◆ YOUR GOAL:
A verbatim copy of the lines from the one with "I am building" through the final line below is required; print it and nothing else.

[Stored data entries]
◇ ◇ ◇ ◇ ◇ ◇ ◇

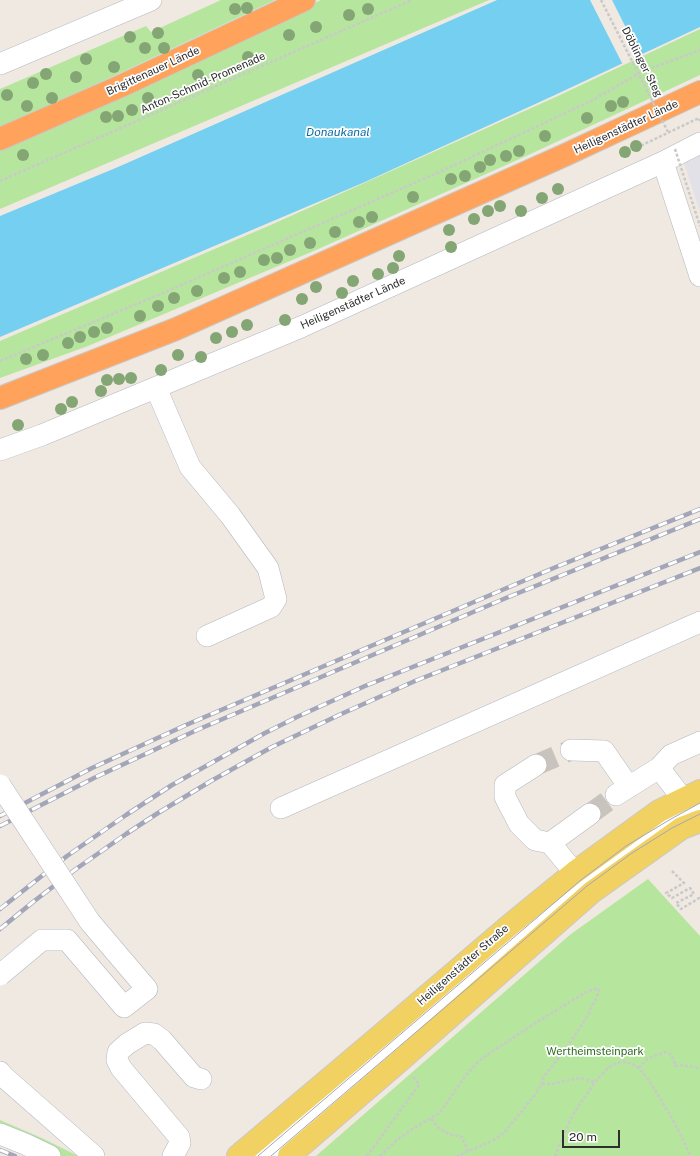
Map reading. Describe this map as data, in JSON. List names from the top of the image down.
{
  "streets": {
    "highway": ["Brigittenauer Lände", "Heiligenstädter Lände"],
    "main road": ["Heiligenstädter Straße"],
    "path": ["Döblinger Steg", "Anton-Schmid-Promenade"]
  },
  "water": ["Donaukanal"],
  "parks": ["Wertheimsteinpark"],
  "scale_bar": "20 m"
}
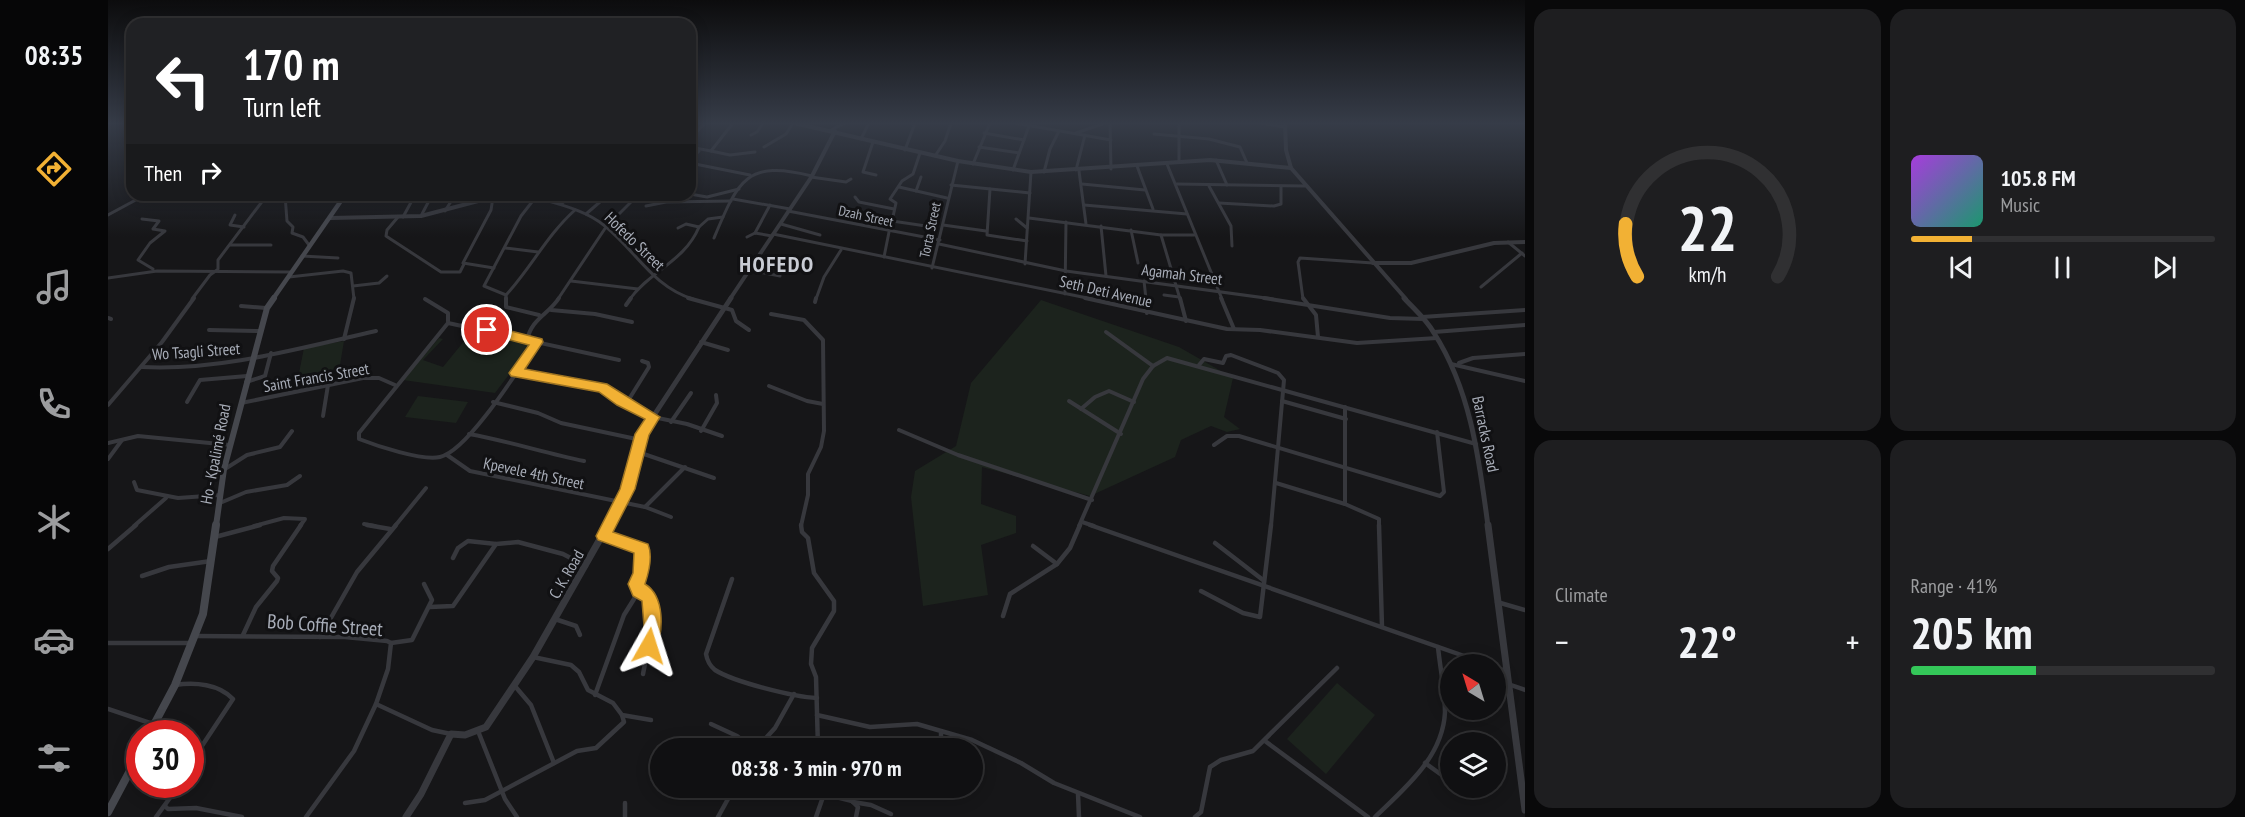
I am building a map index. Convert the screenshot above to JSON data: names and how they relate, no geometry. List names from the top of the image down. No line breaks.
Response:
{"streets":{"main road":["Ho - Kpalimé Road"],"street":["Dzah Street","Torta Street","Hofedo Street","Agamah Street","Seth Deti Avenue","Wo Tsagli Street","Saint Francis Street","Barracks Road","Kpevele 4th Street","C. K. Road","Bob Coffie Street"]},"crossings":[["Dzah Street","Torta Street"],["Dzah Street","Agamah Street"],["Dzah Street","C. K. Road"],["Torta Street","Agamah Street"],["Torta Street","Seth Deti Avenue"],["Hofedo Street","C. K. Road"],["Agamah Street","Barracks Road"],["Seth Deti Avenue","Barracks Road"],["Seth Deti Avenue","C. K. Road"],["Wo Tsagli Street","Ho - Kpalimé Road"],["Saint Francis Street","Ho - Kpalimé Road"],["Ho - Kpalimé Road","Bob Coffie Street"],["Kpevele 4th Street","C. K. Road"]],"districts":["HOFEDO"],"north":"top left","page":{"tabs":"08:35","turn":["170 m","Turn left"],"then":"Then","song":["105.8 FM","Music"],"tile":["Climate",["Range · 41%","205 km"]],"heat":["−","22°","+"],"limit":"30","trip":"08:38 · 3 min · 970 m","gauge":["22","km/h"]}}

◇ ◇ ◇ ◇ ◇ ◇ ◇

◆ RESPONSE TO THIS EXERCISE:
I am building a map index. Convert the screenshot above to JSON data: names and how they relate, no geometry. List names from the top of the image down. No line breaks.
Response:
{"streets":{"main road":["Ho - Kpalimé Road"],"street":["Dzah Street","Torta Street","Hofedo Street","Agamah Street","Seth Deti Avenue","Wo Tsagli Street","Saint Francis Street","Barracks Road","Kpevele 4th Street","C. K. Road","Bob Coffie Street"]},"crossings":[["Dzah Street","Torta Street"],["Dzah Street","Agamah Street"],["Dzah Street","C. K. Road"],["Torta Street","Agamah Street"],["Torta Street","Seth Deti Avenue"],["Hofedo Street","C. K. Road"],["Agamah Street","Barracks Road"],["Seth Deti Avenue","Barracks Road"],["Seth Deti Avenue","C. K. Road"],["Wo Tsagli Street","Ho - Kpalimé Road"],["Saint Francis Street","Ho - Kpalimé Road"],["Ho - Kpalimé Road","Bob Coffie Street"],["Kpevele 4th Street","C. K. Road"]],"districts":["HOFEDO"],"north":"top left","page":{"tabs":"08:35","turn":["170 m","Turn left"],"then":"Then","song":["105.8 FM","Music"],"tile":["Climate",["Range · 41%","205 km"]],"heat":["−","22°","+"],"limit":"30","trip":"08:38 · 3 min · 970 m","gauge":["22","km/h"]}}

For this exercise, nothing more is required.